SIA Group has set aside S$3.3 billion ($2.3 billion) of the S$8.8 billion it plans to raise, from issuing equity and mandatory convertible bonds, for aircraft purchases and aircraft related payments.
“The rationale for these [aircraft] purchases remains valid even under the present scenario given that it would enable SIA to proceed with its adoption of new-generation aircraft, both as replacement for existing fleet and for growth, as these new generation aircraft will not only provide an enhanced travel experience to our customers but also, provide better operating efficiency and lower emissions,” the group said in response to questions from the Securities Investors’ Association (Singapore) (SIAS), as disclosed to the Singapore Exchange.
Cirium fleets data shows that the group expects to receive 18 aircraft for the rest of 2020, and another seven in the first quarter of 2021. These comprise seven Airbus A320neo family aircraft and five A350s, nine Boeing 787s, along with four 737 Max 8 jets, which have yet to be re-certified following a global grounding in March 2019.

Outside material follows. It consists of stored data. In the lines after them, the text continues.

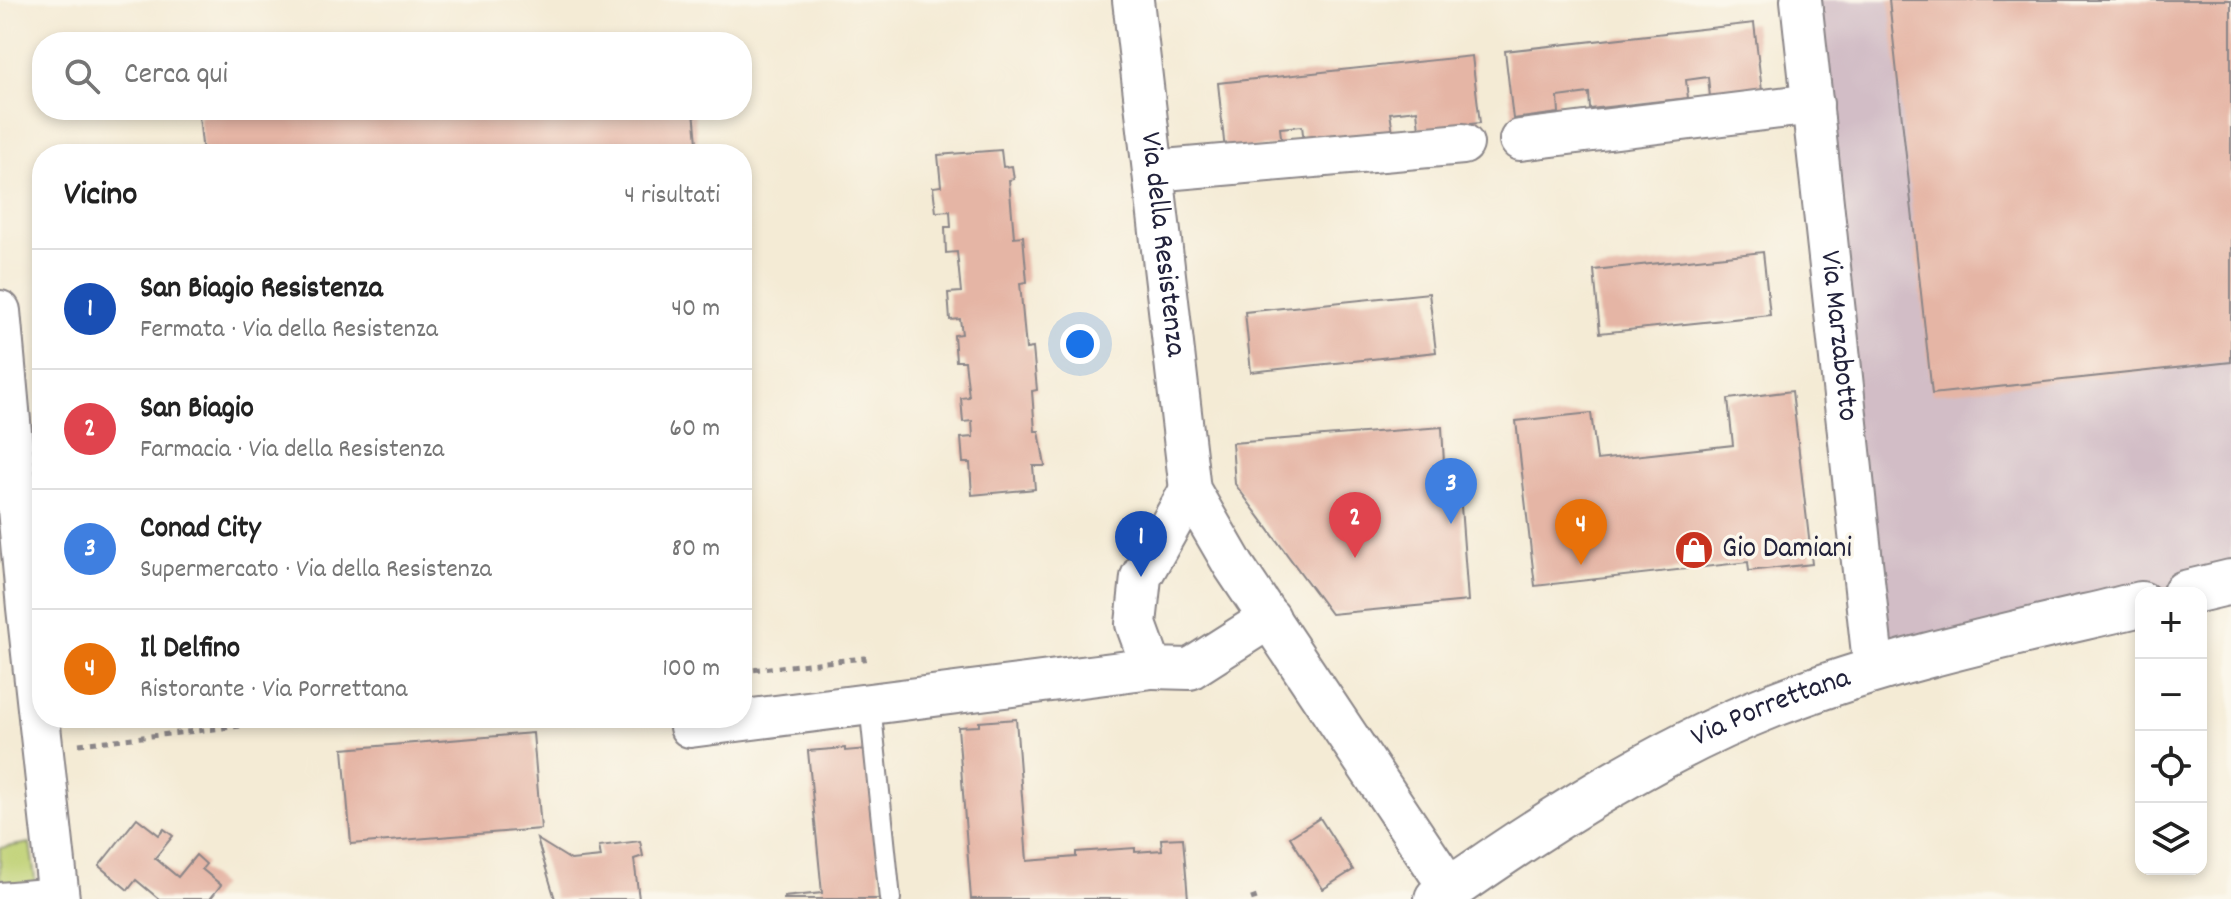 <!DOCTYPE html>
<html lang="it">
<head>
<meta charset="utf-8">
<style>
	body { margin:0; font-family:Dekko,sans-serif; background:#f6f6f6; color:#222 }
	.controls { position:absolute; right:24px; bottom:24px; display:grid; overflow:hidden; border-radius:16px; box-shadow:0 4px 12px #0003 }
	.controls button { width:72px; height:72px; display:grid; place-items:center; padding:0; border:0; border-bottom:2px solid #e0e0e0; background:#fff; color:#222; font:40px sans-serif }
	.you { position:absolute; left:1080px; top:344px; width:28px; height:28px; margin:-20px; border:6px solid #fff; border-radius:50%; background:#1a73e8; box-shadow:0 0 0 12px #1a73e833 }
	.badge { display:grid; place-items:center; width:52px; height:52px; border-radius:50%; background:#ea580c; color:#fff; font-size:26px; font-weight:700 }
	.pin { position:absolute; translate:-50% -66px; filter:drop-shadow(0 2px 4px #0008) }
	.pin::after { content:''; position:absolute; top:42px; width:28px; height:24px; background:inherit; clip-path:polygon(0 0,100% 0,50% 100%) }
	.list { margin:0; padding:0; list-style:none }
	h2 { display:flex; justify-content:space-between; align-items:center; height:104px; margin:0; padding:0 32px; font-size:34px }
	h2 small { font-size:26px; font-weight:400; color:#767676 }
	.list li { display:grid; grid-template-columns:52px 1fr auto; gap:24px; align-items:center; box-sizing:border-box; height:120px; padding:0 32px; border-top:2px solid #e0e0e0 }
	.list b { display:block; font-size:30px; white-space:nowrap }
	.list p { margin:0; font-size:26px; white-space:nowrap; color:#767676 }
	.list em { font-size:26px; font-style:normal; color:#767676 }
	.icon { flex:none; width:44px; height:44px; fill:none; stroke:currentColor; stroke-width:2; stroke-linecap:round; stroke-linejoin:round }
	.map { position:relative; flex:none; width:2231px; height:899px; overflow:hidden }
	.search { position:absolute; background:#fff; box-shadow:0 4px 12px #0003; left:32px; top:32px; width:720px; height:88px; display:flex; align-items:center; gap:20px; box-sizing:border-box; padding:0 28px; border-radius:32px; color:#767676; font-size:30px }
	.panel { position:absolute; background:#fff; box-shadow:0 4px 12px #0003; left:32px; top:144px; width:720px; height:584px; border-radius:32px }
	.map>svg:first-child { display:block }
	.industrial { fill:#d2bdc6 }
	.green { fill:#bed072; stroke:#707956; stroke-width:2 }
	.building { fill:#e5b5a5 }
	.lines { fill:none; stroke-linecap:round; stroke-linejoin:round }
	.service-casing { stroke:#8b8688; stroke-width:24 }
	.minor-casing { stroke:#8b8688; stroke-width:44 }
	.primary-casing { stroke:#8b8688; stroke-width:48 }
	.path { stroke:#8b8688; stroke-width:5; stroke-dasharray:6 6; stroke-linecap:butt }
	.service { stroke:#fff; stroke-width:20 }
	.minor { stroke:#fff; stroke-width:40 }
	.primary { stroke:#fff; stroke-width:44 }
	.labels { text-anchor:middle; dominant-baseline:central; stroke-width:7; stroke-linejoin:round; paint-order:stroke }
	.street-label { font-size:30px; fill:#22223b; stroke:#fbf7ec }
	.poi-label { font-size:30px; fill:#22223b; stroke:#fbf7ec; text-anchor:start }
</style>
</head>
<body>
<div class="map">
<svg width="2231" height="899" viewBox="0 0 2231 899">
	<rect width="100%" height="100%" fill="#fbf7ec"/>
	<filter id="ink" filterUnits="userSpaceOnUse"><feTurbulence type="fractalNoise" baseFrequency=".0125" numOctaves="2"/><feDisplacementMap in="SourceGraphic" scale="16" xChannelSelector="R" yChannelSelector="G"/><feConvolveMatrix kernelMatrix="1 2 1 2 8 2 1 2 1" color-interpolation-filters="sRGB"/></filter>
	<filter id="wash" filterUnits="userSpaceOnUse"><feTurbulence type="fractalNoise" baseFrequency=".006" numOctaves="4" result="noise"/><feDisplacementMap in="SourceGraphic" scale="32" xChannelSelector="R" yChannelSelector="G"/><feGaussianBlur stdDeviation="1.8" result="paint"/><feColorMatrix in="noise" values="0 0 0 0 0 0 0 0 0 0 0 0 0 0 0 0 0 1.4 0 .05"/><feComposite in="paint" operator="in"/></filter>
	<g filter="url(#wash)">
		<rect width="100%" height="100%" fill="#f4ebd5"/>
		<path class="industrial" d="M1814,0H2231V579L2166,593H2141L1871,657Z"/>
		<path class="green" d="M30,843L38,899H0V848Z"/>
		<g id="blocks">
			<g class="building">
				<path d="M1889,0H2231V362L1932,394Z"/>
				<path d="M1754,23L1762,91L1710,97L1708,77L1686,80L1688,98L1590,109L1589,93L1558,97L1559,113L1513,119L1505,51Z"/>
				<path d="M1472,56L1480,123L1419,129L1417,110L1390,113L1393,132L1304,142L1302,126L1280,128L1282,145L1225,151L1218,83Z"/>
				<path d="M258,110H694L698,154H203L199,116Z"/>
				<path d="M1001,150L1003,167L1012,166L1014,179L1009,180L1014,237L1023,236L1027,282L1020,283L1026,349L1033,348L1037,390L1032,391L1035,431H1039L1045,466H1033L1035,489L972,495L970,463H963L961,438L973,437L972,421L963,422L961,398L969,397L965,361H956L954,335L962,334L960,319L950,320L948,293L961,292L957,252L946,253L945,227H951L950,211L936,212L933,187L941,186L938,155Z"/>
				<path d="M1763,252L1770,315L1600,333L1594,270Z"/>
				<path d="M1429,293L1436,352L1251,372L1245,312Z"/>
				<path d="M1792,391L1812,564L1749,571L1748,562L1535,586L1516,421L1591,413L1597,460L1733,445L1728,399Z"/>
				<path d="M1442,427L1445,481L1459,479L1468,601L1331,614L1235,484L1232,443Z"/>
				<path d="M1016,719L1027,861L1076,857V852L1135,848V852L1162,850L1161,839L1183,838L1188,899H971L958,727L979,726V722Z"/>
				<path d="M533,733L541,829L351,844L343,749Z"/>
				<path d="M845,748V751L867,749L882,899H784V897L822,893L808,751Z"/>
				<path d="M137,818L159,835L164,829L173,836L155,858L178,877L196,855L206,864L202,869L221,885L210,899H159L136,880L128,890L99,866Z"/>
				<path d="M1320,818L1353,870L1323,889L1290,837Z"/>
				<path d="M537,839L571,860L601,857L599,846L640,841L643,856L634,859L639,899H555Z"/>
			</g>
		</g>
	</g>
	<g filter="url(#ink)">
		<use href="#blocks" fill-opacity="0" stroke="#8b8688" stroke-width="2"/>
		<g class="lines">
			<g class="service-casing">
				<g id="service">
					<path d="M870,704L890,899"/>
					<path d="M0,893L57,888"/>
				</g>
			</g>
			<g class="minor-casing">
				<g id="minor">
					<path id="s1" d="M1133,0L1190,490L1234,566L1450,889"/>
					<path id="s2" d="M1801,0L1874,672"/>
					<path d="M1520,140L1813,104"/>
					<path d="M1153,171L1463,144"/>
					<path d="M0,311L27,608L59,899"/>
					<path d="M1190,490L1141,577L1136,624L1152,668L1190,669L1270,618"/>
					<path d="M690,727L1152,668"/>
				</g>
			</g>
			<g class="primary-casing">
				<g id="primary">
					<path d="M2185,593L2231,582"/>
					<path id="s3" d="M1437,899C1538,827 1658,750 1773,705C1891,659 2018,633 2141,604"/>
				</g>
			</g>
			<g class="path">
				<path d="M742,671L864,658L865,666"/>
				<path d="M79,744L313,718"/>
				<path d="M1251,899L1257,897V899"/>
			</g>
			<use href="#service" class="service"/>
			<use href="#minor" class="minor"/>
			<use href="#primary" class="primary"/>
		</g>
	</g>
	<defs>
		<g id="shop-disc" transform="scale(2)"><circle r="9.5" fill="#c8321e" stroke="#fbf7ec"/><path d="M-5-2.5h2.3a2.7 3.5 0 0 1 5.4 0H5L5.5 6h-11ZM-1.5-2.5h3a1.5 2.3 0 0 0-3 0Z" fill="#fff"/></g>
	</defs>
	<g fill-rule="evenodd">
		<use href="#shop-disc" x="1694" y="550"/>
	</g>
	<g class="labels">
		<g class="street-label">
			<text stroke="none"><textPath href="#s1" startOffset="246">Via della Resistenza</textPath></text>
			<text stroke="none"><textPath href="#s2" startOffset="338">Via Marzabotto</textPath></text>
			<text stroke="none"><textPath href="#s3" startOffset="386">Via Porrettana</textPath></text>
		</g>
		<g class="poi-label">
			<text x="1722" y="550">Gio Damiani</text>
		</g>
	</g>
</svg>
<div class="controls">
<button>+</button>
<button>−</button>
<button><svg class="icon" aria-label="locate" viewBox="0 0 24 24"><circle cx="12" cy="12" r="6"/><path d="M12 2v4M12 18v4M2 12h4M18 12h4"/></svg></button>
<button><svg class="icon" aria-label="layers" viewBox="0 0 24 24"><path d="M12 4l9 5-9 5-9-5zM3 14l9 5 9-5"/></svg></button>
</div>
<div class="you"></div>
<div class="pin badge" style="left:1141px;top:577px;background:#1a4fb4">1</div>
<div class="pin badge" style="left:1355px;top:558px;background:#e0444e">2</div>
<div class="pin badge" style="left:1451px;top:524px;background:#3f7fe0">3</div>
<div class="pin badge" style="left:1581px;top:565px;background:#e8710a">4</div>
<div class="search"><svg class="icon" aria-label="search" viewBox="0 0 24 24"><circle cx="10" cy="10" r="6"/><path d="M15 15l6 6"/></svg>Cerca qui</div>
<section class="panel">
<h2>Vicino<small>4 risultati</small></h2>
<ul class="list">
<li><span class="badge" style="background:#1a4fb4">1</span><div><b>San Biagio Resistenza</b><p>Fermata · Via della Resistenza</p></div><em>40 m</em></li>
<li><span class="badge" style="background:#e0444e">2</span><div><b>San Biagio</b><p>Farmacia · Via della Resistenza</p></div><em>60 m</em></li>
<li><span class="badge" style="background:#3f7fe0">3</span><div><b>Conad City</b><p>Supermercato · Via della Resistenza</p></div><em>80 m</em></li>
<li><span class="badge" style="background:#e8710a">4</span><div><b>Il Delfino</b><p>Ristorante · Via Porrettana</p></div><em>100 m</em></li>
</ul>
</section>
</div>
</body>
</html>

SIA says: “We believe that the proceeds of S$8.8 billion from the rights issue will allow us to meet our liquidity and operational requirements, including operating cash flow needs, capital expenditure requirements and fixed obligations, for a good part of financial year 2020/2021.”
The group will utilise S$3.7 billion as operating cash flow, for funding fixed costs and other operating expenses incurred “during this period of reduced operations and the subsequent recovery period”. The remaining S$1.8 billion will service debt and other contractual payments.
“Furthermore, up to S$6.2 billion of additional [mandatory convertible bonds] may be issued within a 15-month period after the EGM [on 30 April], which will provide us with additional liquidity if this crisis extends for a prolonged period.
“This will also provide us with the resources to capitalise on any opportunities that may arise following the abatement of the Covid-19 pandemic from a position of strength, and position us for growth as soon as the ongoing crisis resolves.”
In response to why SIA opted for equity rather than debt financing, the group says it has become very difficult for airlines to tap the debt capital markets.
“We will continue to explore other traditional funding channels such as secured financing and sale-and-leaseback transactions but the opportunities remain limited in the current climate and it would not be possible to raise a similar quantum from these channels.
“Moreover, such transactions would create more cash outflow obligations on the airline during this period when liquidity is severely challenged.”
With this approach, SIA says it can “treat the entire capital raised as equity”, which will strengthen its balance sheet “rather than burden [it] with high levels of debt that may restrict our ability to raise further financing in the future”.
The group states that it is not clear how the airline industry will recover, and which segments or markets will first see growth, but expects its portfolio strategy to “give us the right products to meet the demand when it returns” while its global network will allow it to “flexibly deploy capacity to meet demand from different markets as air travel returns”.
“The rights [issue of mandatory convertible bonds] also provides SIA the option to redeem it with internal cashflows, or refinance through other financing sources when markets recover.”
For now, SIA has cut its scheduled capacity by 96% while the outlook remains murky.
“SIA expects to operate a significantly reduced capacity for the foreseeable future until global travel restrictions and border controls are progressively lifted, and the demand for air travel begins to pick up once again,” the group says.
“However, it is not clear when this will happen.”